*** Input material ***
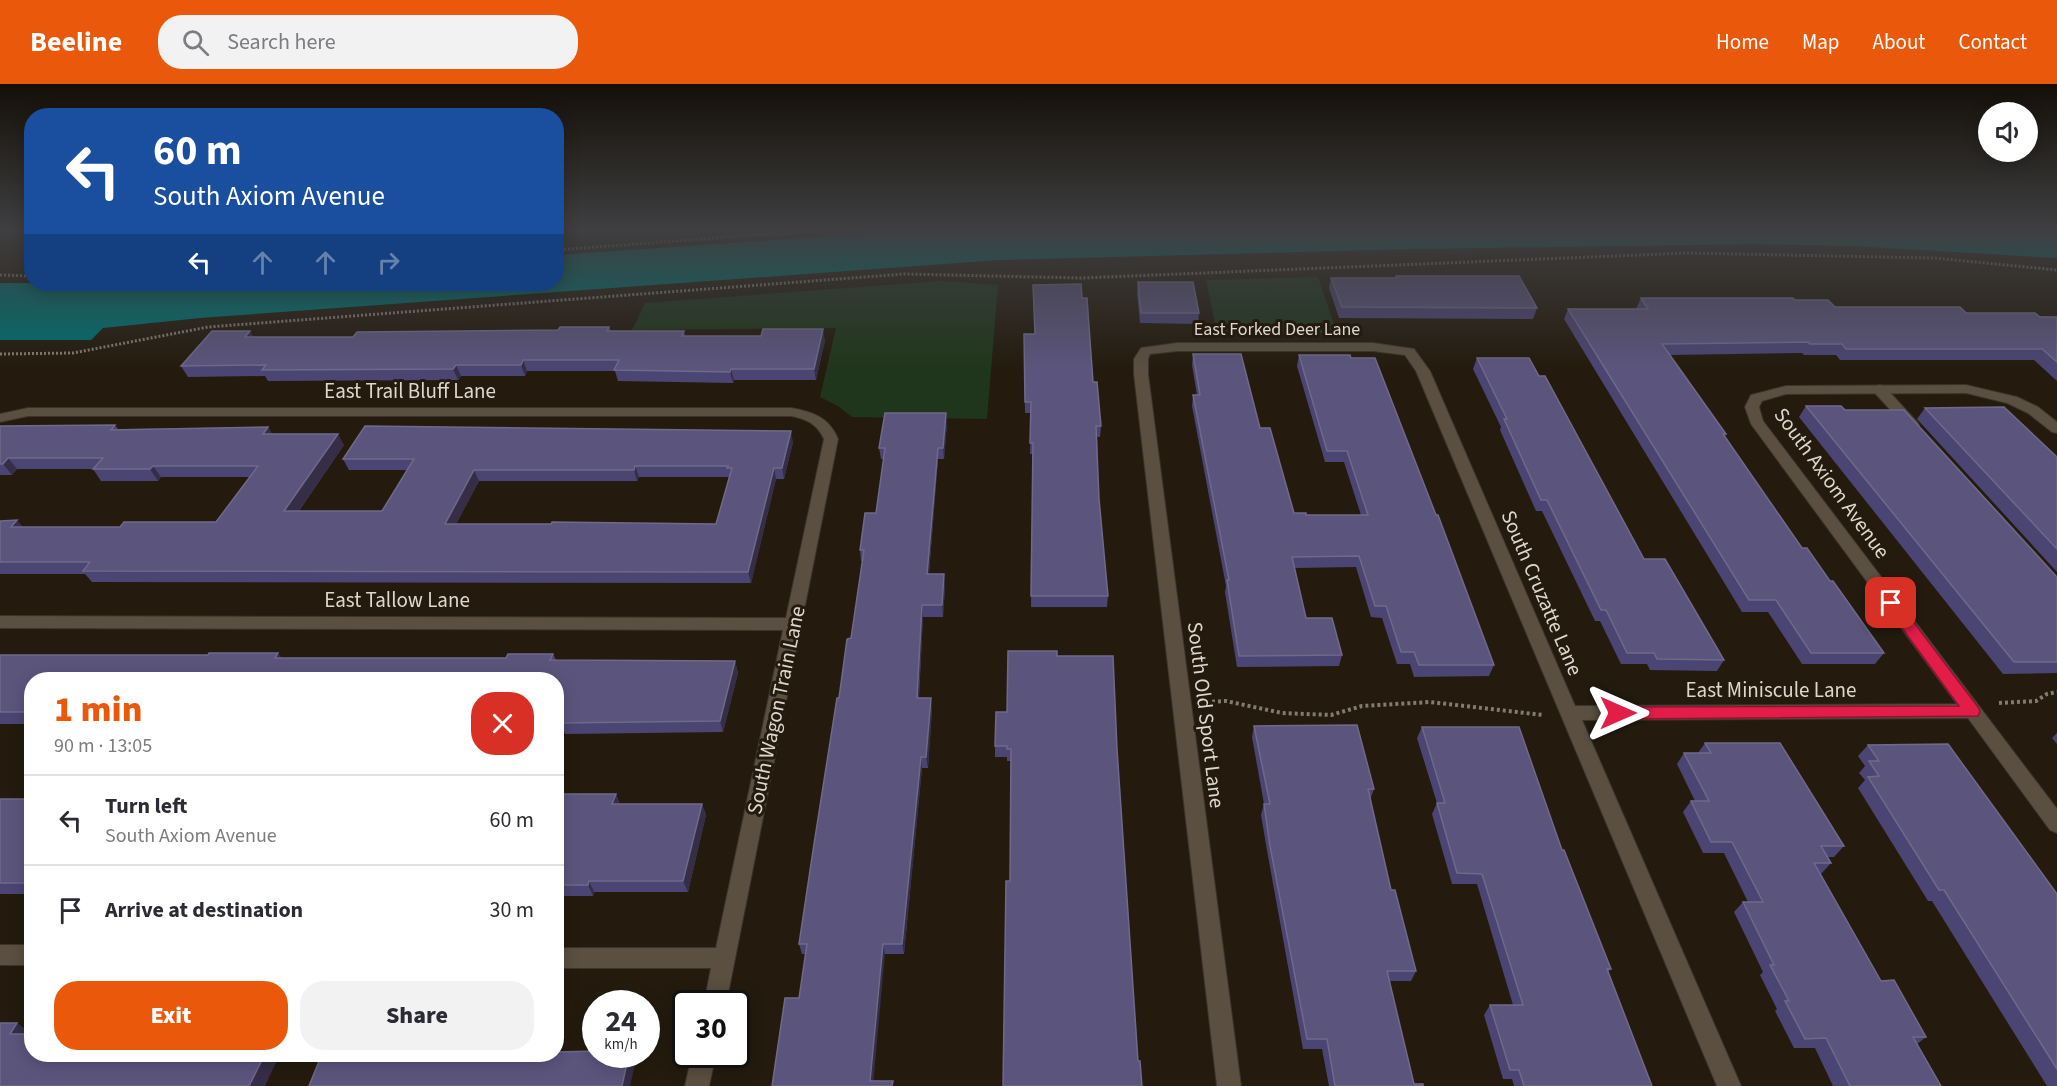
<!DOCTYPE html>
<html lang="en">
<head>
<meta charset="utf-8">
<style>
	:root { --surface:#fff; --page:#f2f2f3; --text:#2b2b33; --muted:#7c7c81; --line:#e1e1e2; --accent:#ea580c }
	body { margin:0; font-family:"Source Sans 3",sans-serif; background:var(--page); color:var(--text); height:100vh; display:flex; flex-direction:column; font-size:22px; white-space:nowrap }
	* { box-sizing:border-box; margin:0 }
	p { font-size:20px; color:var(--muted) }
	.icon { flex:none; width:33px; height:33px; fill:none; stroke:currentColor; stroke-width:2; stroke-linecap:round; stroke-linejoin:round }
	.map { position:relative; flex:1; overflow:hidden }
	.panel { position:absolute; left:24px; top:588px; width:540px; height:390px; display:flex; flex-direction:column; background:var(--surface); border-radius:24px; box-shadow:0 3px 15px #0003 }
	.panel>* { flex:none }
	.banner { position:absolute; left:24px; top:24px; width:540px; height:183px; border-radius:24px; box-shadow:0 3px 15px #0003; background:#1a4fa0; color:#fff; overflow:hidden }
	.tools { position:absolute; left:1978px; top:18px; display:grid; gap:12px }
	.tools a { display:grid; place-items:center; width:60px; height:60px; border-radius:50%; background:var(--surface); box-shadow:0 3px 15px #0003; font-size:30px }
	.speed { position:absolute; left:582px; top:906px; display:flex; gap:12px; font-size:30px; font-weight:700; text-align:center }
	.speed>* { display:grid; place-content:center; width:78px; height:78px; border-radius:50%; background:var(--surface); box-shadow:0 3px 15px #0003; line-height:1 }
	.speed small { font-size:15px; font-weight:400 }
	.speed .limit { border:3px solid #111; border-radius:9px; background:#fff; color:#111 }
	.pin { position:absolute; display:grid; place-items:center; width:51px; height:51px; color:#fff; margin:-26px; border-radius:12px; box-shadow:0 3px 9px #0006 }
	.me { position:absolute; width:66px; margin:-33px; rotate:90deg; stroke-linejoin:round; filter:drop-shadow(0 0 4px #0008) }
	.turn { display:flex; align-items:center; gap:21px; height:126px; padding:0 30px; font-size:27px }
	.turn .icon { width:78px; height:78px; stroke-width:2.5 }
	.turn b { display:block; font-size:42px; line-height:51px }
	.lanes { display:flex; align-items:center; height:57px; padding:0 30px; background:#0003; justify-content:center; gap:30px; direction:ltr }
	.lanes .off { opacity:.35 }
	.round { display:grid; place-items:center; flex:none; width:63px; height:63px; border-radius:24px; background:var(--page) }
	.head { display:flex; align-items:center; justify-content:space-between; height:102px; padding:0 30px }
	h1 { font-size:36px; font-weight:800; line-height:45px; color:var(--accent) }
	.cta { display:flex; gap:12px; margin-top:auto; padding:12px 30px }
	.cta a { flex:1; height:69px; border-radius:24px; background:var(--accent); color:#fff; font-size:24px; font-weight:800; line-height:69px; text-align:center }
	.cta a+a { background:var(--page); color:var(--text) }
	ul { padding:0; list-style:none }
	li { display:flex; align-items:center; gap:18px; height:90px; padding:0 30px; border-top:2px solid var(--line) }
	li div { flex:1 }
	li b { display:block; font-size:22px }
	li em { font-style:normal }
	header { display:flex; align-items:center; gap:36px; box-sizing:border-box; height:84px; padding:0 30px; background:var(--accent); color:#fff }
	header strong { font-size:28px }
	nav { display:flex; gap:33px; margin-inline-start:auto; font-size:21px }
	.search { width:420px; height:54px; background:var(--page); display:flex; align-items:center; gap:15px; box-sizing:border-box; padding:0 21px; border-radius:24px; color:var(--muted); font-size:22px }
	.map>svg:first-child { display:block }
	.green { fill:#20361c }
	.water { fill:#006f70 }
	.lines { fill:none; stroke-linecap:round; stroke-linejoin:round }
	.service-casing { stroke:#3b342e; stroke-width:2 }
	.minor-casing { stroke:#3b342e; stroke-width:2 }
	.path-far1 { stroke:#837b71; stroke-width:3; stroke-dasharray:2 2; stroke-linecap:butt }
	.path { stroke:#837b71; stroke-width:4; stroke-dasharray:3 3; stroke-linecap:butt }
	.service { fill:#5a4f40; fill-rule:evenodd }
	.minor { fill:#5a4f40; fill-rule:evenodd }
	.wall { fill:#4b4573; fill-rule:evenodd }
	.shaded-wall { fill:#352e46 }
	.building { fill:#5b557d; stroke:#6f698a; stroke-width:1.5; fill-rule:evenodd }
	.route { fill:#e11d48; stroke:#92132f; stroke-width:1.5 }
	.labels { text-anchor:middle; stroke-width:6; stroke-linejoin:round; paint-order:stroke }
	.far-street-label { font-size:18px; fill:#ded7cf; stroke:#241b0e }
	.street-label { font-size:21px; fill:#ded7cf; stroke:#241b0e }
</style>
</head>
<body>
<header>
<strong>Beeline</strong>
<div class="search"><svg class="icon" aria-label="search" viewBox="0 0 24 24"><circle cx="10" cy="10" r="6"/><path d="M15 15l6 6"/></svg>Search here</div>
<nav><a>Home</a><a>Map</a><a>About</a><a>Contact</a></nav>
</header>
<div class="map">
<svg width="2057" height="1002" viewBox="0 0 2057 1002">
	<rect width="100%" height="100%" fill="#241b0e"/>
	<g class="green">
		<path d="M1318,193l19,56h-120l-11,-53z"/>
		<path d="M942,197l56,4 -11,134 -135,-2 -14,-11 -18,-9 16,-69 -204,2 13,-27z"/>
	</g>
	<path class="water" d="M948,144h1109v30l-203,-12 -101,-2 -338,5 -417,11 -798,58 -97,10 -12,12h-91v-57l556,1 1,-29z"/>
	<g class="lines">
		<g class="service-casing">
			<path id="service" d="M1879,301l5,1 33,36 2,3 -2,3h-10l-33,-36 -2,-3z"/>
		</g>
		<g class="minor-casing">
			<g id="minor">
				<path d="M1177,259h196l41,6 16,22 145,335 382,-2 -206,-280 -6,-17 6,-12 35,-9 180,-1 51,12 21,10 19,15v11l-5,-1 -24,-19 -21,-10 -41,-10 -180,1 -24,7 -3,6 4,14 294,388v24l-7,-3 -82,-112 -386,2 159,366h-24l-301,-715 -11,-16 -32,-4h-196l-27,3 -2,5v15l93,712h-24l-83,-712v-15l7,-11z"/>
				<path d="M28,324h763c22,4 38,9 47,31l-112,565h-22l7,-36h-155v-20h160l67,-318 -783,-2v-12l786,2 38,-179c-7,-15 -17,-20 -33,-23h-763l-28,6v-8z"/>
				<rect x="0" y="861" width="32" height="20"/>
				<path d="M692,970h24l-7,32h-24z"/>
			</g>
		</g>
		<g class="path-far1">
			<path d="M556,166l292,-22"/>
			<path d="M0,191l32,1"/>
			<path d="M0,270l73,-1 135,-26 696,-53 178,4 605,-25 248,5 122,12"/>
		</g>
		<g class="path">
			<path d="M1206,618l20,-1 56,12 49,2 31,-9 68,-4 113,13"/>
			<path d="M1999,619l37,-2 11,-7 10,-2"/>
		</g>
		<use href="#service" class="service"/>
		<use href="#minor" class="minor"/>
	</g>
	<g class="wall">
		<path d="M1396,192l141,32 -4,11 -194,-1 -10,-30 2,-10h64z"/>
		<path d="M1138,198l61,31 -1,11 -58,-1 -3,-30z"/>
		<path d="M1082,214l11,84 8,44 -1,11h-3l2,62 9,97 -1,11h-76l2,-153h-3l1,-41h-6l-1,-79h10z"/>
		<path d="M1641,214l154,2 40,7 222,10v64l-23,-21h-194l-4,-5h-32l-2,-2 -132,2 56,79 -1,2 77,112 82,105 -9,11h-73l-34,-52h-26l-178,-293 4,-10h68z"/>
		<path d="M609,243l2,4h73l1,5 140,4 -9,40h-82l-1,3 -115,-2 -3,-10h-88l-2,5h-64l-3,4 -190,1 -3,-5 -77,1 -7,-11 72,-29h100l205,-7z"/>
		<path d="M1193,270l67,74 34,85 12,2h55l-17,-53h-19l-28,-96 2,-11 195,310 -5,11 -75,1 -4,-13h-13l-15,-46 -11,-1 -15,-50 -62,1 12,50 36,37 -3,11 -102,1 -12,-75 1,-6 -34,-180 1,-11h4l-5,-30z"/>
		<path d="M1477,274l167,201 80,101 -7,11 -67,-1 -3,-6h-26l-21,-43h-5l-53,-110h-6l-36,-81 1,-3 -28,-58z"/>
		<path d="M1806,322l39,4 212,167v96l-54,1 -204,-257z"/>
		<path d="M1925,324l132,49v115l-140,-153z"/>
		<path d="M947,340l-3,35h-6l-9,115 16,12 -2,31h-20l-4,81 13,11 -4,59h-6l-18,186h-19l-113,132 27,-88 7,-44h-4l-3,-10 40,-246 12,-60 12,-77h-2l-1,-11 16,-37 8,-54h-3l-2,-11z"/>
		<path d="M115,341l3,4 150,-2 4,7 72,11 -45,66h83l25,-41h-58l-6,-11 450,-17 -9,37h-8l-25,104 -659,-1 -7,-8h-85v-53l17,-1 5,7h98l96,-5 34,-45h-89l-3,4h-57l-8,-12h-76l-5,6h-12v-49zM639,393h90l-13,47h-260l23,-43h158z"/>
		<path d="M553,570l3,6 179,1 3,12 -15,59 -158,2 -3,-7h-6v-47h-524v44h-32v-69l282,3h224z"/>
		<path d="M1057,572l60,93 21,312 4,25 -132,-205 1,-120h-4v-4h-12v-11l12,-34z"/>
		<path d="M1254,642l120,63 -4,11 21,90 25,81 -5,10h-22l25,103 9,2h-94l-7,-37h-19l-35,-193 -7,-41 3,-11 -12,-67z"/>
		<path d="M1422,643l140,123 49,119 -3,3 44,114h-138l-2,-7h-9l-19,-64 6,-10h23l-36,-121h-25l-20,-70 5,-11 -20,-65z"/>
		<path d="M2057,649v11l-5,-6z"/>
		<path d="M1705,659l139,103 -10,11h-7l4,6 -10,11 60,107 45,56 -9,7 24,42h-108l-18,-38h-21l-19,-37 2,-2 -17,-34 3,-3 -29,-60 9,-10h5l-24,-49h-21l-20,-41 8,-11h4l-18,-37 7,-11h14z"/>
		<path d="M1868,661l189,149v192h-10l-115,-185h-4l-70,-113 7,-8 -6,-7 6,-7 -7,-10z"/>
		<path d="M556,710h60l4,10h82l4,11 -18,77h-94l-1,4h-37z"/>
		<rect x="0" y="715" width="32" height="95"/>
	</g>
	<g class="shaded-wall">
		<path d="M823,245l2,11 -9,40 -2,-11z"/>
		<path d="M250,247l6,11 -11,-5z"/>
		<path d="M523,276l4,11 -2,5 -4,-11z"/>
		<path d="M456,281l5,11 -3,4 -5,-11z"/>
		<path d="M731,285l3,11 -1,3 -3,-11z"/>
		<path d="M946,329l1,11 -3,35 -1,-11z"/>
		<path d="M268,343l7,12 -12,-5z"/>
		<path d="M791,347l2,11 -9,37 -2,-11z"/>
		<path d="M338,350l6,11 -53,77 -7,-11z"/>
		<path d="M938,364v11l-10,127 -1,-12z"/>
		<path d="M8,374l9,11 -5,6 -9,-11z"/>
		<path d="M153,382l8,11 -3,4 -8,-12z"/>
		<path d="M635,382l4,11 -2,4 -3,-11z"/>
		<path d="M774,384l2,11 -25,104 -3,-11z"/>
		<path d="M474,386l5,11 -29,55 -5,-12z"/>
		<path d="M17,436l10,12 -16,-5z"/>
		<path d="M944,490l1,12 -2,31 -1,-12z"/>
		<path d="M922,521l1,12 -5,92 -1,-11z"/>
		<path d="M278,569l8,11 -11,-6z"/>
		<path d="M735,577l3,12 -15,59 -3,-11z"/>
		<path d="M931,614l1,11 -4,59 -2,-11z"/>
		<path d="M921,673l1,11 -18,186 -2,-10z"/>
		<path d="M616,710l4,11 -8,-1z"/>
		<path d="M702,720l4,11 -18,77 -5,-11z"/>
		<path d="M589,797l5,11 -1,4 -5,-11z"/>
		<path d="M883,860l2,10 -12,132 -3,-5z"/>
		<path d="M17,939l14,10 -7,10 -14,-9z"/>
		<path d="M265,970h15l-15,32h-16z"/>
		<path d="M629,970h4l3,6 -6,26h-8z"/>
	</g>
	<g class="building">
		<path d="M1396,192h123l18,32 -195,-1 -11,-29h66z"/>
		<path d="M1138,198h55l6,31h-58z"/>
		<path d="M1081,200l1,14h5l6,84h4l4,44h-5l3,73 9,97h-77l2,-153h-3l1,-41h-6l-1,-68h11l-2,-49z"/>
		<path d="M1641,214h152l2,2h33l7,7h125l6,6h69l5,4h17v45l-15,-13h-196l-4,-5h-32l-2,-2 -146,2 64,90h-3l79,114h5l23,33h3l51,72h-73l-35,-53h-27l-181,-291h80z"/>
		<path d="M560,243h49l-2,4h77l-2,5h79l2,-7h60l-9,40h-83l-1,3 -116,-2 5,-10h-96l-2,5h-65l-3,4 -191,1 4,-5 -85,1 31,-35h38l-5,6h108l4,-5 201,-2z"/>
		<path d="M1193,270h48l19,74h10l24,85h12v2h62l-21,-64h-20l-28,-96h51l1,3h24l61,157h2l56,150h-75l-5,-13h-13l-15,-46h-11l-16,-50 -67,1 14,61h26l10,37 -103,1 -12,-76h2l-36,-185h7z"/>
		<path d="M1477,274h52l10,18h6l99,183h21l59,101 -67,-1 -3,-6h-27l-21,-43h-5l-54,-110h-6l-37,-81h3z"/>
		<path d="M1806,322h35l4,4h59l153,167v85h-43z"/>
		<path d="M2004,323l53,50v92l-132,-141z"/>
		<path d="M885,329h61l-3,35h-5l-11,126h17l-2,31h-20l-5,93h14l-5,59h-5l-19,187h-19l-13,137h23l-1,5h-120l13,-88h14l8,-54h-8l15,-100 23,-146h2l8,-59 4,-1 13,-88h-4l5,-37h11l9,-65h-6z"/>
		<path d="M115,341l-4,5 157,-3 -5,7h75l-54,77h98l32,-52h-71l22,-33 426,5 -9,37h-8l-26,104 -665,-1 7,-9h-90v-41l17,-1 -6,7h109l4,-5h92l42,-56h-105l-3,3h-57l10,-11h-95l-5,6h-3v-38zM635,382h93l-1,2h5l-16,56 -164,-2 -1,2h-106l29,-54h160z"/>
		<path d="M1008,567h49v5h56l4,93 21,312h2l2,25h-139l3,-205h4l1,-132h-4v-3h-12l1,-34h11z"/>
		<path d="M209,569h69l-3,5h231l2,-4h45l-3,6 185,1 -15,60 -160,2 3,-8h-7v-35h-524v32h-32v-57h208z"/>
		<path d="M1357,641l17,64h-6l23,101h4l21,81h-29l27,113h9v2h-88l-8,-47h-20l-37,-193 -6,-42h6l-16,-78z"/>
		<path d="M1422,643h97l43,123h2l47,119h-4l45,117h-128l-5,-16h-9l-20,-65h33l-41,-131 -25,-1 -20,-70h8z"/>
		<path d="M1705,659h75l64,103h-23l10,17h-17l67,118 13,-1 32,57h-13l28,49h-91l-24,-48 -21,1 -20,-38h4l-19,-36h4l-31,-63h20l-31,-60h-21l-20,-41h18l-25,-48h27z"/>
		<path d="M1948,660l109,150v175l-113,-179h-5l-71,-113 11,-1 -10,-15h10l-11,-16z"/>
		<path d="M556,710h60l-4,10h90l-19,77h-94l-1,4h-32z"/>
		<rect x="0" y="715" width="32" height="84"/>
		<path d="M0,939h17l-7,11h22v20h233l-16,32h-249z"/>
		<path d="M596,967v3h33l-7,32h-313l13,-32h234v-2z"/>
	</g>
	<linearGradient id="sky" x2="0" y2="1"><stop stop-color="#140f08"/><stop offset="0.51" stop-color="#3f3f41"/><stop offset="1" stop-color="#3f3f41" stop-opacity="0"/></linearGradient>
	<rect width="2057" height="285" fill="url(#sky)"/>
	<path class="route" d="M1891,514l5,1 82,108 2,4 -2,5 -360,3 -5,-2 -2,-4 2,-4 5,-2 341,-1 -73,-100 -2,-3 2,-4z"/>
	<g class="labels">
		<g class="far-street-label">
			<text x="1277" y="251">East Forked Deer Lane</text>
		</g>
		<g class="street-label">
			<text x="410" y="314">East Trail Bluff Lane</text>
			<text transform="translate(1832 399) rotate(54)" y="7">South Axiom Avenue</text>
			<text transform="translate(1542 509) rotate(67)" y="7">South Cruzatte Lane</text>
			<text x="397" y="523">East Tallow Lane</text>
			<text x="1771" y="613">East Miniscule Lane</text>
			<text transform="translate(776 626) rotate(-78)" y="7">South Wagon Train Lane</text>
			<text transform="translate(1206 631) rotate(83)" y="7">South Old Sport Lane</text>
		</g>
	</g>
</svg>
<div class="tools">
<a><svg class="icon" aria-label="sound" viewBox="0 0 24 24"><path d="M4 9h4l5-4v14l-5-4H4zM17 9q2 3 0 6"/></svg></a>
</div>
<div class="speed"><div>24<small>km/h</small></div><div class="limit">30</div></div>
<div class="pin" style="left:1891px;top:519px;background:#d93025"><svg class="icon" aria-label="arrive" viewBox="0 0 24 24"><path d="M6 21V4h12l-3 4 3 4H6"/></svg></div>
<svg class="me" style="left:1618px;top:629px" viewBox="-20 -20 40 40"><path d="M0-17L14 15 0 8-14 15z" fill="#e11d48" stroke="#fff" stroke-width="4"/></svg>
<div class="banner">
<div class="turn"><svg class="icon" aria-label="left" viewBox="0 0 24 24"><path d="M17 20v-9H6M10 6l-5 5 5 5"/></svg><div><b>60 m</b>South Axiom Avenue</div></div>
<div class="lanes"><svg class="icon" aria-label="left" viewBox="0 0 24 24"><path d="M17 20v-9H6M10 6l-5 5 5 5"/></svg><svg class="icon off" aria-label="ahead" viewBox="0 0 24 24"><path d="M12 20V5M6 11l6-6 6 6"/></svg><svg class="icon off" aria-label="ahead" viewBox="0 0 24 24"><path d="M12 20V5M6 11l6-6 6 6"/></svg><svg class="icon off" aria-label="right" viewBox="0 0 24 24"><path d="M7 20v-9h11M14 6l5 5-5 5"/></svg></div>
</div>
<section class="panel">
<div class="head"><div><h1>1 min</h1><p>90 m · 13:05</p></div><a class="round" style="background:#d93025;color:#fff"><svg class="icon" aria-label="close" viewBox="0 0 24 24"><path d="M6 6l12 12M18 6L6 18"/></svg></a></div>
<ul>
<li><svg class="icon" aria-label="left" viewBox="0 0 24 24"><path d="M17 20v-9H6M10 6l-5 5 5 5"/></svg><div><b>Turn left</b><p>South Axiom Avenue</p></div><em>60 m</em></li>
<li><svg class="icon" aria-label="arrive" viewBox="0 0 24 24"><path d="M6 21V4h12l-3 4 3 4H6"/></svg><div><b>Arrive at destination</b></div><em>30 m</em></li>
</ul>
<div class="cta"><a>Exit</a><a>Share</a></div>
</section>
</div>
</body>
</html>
*** End of Input material ***
= Task details =
Work out how many lines of the listing above include the word "body". Report only the number.

= Answer to this exercise =
3